11.13 How to Respond if a Child Discloses Sexual Abuse

See also:
Child Sexual Abuse multi-agency Care Pathway:


11.13 How to Respond if a Child Disclosed Sexual Abuse

  • Listen carefully – Whilst this may seem obvious, it is important to try and absorb everything the child says in their own language, even though you might feel shocked or even repelled by what they are telling you.
  • Give time and attention – Children often disclose abuse to an adult, when they think that person is distracted as they may feel embarrassed or anxious about how the adult will respond. If this happens, it is important to tell the child that what they are telling you is really important and then provide a time when you can give them your full attention.
  • Allow the child to give a spontaneous account – This is very important from the point of view of any court proceedings that may follow. You must not lead a child or put words into their mouth.
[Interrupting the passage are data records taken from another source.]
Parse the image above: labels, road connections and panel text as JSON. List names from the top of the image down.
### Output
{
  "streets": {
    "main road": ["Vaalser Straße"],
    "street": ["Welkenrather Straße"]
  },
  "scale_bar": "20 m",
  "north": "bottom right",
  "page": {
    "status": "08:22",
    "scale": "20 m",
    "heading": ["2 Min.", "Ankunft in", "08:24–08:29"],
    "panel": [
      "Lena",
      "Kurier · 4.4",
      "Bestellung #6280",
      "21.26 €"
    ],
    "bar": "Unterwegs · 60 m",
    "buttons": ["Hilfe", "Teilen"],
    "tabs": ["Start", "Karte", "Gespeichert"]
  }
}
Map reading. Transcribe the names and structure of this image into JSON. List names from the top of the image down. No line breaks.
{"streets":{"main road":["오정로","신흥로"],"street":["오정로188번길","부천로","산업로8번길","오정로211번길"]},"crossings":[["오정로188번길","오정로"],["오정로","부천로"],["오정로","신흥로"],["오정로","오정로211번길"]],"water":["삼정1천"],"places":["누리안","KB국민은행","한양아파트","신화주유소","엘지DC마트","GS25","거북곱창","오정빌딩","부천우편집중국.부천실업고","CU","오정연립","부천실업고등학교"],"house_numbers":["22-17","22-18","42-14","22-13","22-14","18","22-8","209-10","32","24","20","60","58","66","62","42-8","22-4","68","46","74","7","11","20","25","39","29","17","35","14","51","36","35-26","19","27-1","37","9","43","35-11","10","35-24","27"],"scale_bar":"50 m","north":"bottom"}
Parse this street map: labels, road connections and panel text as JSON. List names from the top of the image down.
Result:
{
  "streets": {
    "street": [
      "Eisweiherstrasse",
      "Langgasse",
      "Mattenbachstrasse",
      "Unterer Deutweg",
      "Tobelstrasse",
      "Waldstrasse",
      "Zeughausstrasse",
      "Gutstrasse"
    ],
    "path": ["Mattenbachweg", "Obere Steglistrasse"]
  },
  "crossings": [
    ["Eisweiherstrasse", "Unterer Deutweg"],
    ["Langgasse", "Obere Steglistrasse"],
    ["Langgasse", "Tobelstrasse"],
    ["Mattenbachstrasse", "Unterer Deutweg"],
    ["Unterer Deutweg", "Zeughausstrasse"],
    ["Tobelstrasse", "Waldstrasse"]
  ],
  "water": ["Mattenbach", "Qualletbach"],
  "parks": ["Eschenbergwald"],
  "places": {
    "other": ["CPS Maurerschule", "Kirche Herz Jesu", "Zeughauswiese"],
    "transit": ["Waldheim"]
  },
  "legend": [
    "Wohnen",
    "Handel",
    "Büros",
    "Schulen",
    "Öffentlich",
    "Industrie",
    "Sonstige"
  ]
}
By all means be receptive to the child, but do not probe or question them, leave this to the investigating social worker/police officer.
  • Do not offer false confidentiality – Many children, before revealing something of this nature will say to the adult, “if I tell you something, will you promise not to tell? ” Where issues to do with child protection are concerned, you cannot give that confidentiality and will inevitably betray their trust when you eventually have to break that promise.  Instead, let the child know that if it has implications for their safety or the safety of others, then you cannot keep that information to yourself.  It is also helpful however, to be honest with the child about what needs to happen and to involve them as much as possible.
  • Empathise with the child – Try to get in touch with the child’s feelings about what has happened. Don’t impose your feelings on the situation. You may for instance feel angry towards the abuser, but the child may not.
  • Reassure the child – As someone whom the child has trusted with this very sensitive information, you need to offer some reassurance. They may feel guilty for telling, responsible for the abuse, or scared about the consequences. It is therefore imperative, that you convey to the child that they were right to tell you and that they have done nothing wrong. Also, that you tell them what you intend to do next and keep them informed of what is happening.
  • Recording is essential – Any notes you make about your discussions with the child may be submitted to court and form part of the evidence in a criminal trial. It is important to record what was said (using the child’s own language), what was being discussed immediately prior to the disclosure and who was present. Also include any observations of the child during the discussion, which you feel may be important.
  • Always tell Social Services – You must inform Social Services as soon as is practicable.  It is essential that you do not discuss this with the alleged abuser, as this will almost certainly compromise any investigation and may place the child at further risk.
  • Do not investigate – A final reminder, that a team of specially trained professionals will investigate the allegation(s) and direct questioning of the child should be left to them. Having to keep going over the same events can be distressing for the child and is likely to devalue their statement from an evidential point of view.